L’idiota - si diceva -
è Mattis, che abita con la sorella in
una casa ai limiti del villaggio. Ai margini, come ai margini è la sua vita. È affascinato
dalla triade Bellezza-Forza-Intelligenza che vede dominare intorno a sé e
sapendo di essere sprovvisto di tutte queste qualità che sembrano essere
fondamentali per farsi strada nel mondo, lui sogna, immagina una realtà nella
quale poter essere protagonista. Mattis non comunica secondo gli schemi dell’altra
gente, lui ha altre priorità. Loro camminano, sudano, faticano per arrivare
alla fine della giornata. Lui invece vola. Passa sopra a tutto, vive una vita
fatta di intuizioni, di associazioni di idee, di pensieri che appaiono improvvisamente
alla sua mente e la attraversano con la velocità del fulmine, pensieri dei
quali lui non capisce il senso. Mattis vive di emozioni e sensazioni. Per lui
non esistono confini, lui parla con gli uccelli.
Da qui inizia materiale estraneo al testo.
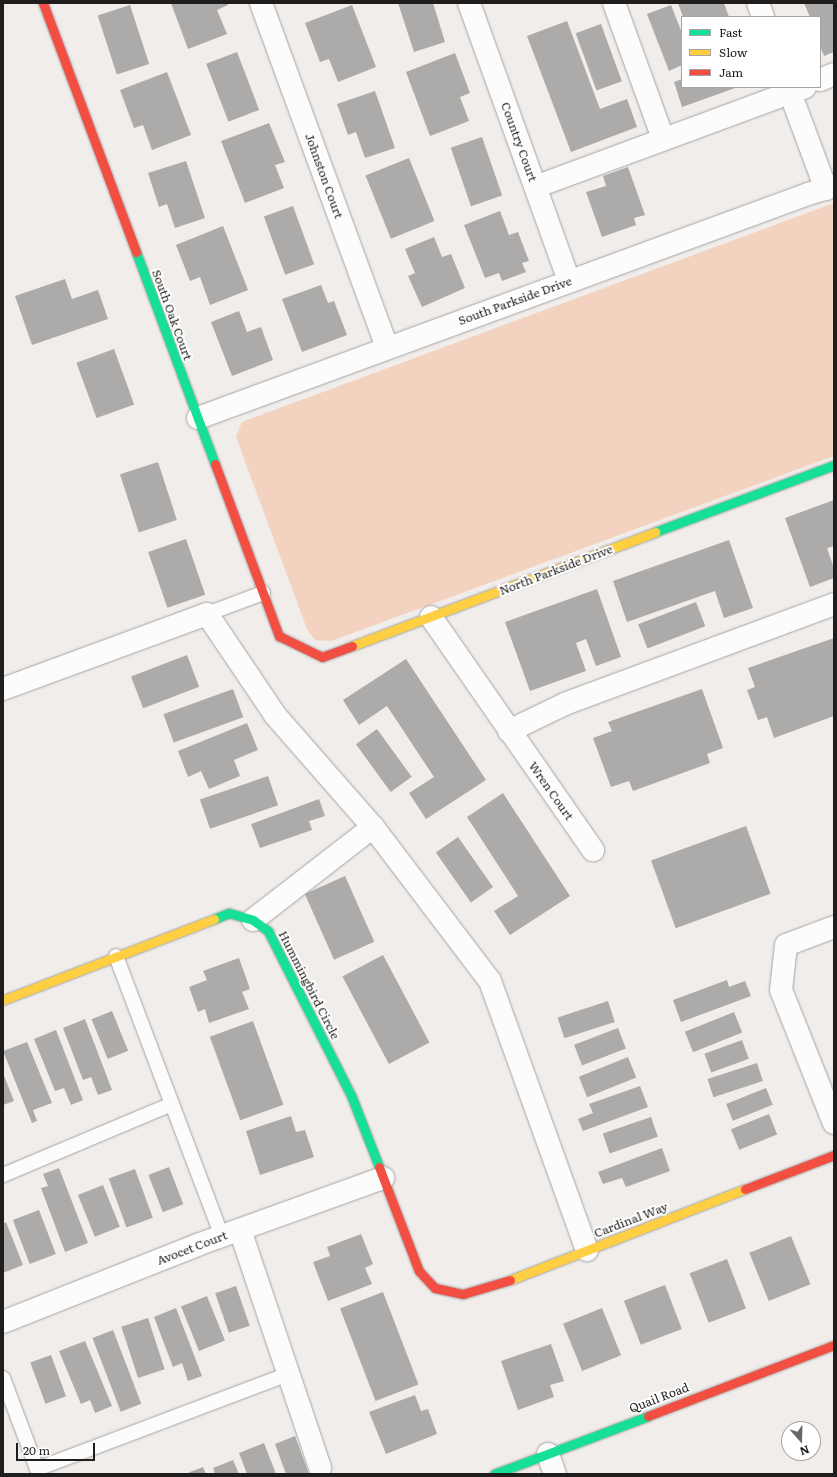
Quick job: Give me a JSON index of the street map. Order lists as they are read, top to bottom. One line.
{"streets":{"street":["Country Court","Johnston Court","South Parkside Drive","South Oak Court","North Parkside Drive","Wren Court","Hummingbird Circle","Cardinal Way","Avocet Court","Quail Road"]},"crossings":[["Country Court","South Parkside Drive"],["Johnston Court","South Parkside Drive"],["South Parkside Drive","South Oak Court"],["South Oak Court","North Parkside Drive"],["North Parkside Drive","Wren Court"],["Hummingbird Circle","Cardinal Way"],["Hummingbird Circle","Avocet Court"]],"legend":["Fast","Slow","Jam"],"scale_bar":"20 m","north":"bottom"}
E gli uccelli gli rispondono. Mattis
vede e sente quello che gli altri, crescendo, hanno deciso che non si dovesse
più vedere e sentire, è come se lui avesse sviluppato la parte sbagliata
(sbagliata?) lasciando indietro quella giusta (giusta?). Come i bambini, non
comprende il significato di un ragionamento ma capta le vibrazioni che
trasmette chi gli parla, l’emotività dell’interlocutore, finendo per essere una
specie di “principe degli interstizi”, visto che per lui le pause sono più
importanti dei discorsi e decodifica meglio il non detto di quello che viene
dichiarato. Per tutto ciò Mattis è condannato al ruolo di “diverso”, perché gli
altri hanno paura della sua purezza, della sua bontà e della sua fragilità,
come se queste fossero qualità che possono essere accettate solo nei bambini, perché
portandole nel mondo adulto potrebbero rivelarsi armi in grado di minarne le
certezze.
Anche se non è in
grado di comprenderlo, Mattis sente di essere un peso per la sorella e consapevole
di non avere la capacità di prendere una decisione su quello che deve fare,
deciderà di affidarsi al vento, all’acqua, a quelle forze con le quali
intrattiene una comunicazione particolare. Nonostante finga di non saperlo, è
consapevole del destino che lo attende: la morte della beccaccia e il pino
abbattuto dal fulmine erano stati segnali che aveva già interpretato, eppure
sente che questa è l’unica strada che può percorrere, perché lui appartiene al
mondo della Natura più che a quello degli Uomini.